Keeping track of WebSocket disconnects

Hmmm, perhaps, but at first sight seemed overkill to me. I do not want to track presences globally, nor I want to notify anyone about diffs. I only want to log when a socket is closed.

It’s not specific to websocket, it is for GenServer…

https://hexdocs.pm/elixir/GenServer.html#c:terminate/2

You can see why it is not always called.

BTW, a simple monitor will catch those disconnections too.

Could you eleborate the idea based on a monitor?

On websocket join… You can add a Process.monitor to another process, in charge of catching DOWN events.

I’ve found something similar for channels from @chrismccord (hey!) here. I might try going that route, it’s more idiomatic than the ad-hoc channel.

That is exactly what I meant :slight_smile:

1 Like

I see a practical blocker, don’t know how to get the PID of the process you want to monitor from the socket module.

In theory, if I understand it correctly, that should be socket.tranport_pid, but that is still nil within connect/3.

Sorry, I monitor channel, not socket… You cannot use self() in socket connect.

See this older topic.

I have read there is an instrumentation event :phoenix_socket_connect, but I am not familiar with Phoenix instrumentation, searching right now in case that may help.

Ah, I see how it goes via :telemetry in the implementation of Phoenix.Logger.

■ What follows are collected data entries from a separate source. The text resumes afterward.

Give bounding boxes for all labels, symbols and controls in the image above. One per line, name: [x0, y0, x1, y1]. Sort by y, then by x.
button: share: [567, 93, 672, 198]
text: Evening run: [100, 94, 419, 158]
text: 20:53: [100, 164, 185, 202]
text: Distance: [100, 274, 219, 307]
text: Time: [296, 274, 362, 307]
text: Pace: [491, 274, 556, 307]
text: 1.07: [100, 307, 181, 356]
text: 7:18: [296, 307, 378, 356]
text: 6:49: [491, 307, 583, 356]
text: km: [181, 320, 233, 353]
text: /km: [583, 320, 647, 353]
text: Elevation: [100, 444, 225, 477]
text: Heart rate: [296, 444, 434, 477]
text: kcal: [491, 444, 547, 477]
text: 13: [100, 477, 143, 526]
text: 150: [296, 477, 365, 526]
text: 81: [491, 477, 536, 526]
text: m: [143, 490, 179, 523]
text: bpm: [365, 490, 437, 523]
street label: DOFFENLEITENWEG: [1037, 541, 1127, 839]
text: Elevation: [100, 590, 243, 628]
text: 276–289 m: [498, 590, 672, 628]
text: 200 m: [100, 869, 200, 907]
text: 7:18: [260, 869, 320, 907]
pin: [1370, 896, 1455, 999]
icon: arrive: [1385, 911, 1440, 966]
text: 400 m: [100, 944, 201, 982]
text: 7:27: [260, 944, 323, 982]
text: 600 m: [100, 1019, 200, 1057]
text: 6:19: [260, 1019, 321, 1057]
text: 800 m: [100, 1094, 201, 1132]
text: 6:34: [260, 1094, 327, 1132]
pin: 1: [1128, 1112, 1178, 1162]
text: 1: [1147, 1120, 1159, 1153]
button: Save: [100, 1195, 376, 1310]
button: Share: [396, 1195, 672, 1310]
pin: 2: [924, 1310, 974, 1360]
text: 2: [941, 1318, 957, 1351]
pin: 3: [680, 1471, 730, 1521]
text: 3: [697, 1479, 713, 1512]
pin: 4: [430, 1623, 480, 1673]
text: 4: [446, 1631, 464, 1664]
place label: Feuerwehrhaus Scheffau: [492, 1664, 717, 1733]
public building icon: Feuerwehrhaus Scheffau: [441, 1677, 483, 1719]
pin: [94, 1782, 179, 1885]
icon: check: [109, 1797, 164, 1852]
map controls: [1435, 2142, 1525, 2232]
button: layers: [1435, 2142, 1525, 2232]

Nah, in the event I do not have the socket, or the assigns, or the socket ID. You get these arguments:

[:phoenix, :socket_connected]
%{duration: 398900}
%{
  connect_info: %{},
  endpoint: DriverTelemetryWeb.Endpoint,
  log: false,
  params: %{"jwt" => "foo", "vsn" => "2.0.0"},
  result: :ok,
  serializer: Phoenix.Socket.V2.JSONSerializer,
  transport: :websocket,
  user_socket: DriverTelemetryWeb.DriverSocket,
  vsn: "2.0.0"
}
:ok

Running out of the ideas with the existing APIs.

I’ll sleep on it.

You can do it by defining your own Phoenix.Socket and implementing init with a track call. I didn’t want to do all of that, and was okay with a warning appearing, so I just defined the function before the use Phoenix.Socket call. https://github.com/pushex-project/pushex/blob/master/lib/push_ex_web/channels/push_socket.ex#L8

That isn’t best practice, but demonstrates how you can track a Socket instead of a Channel. You enter a world of “may not be supported” once you do this, but I think it’s pretty small here.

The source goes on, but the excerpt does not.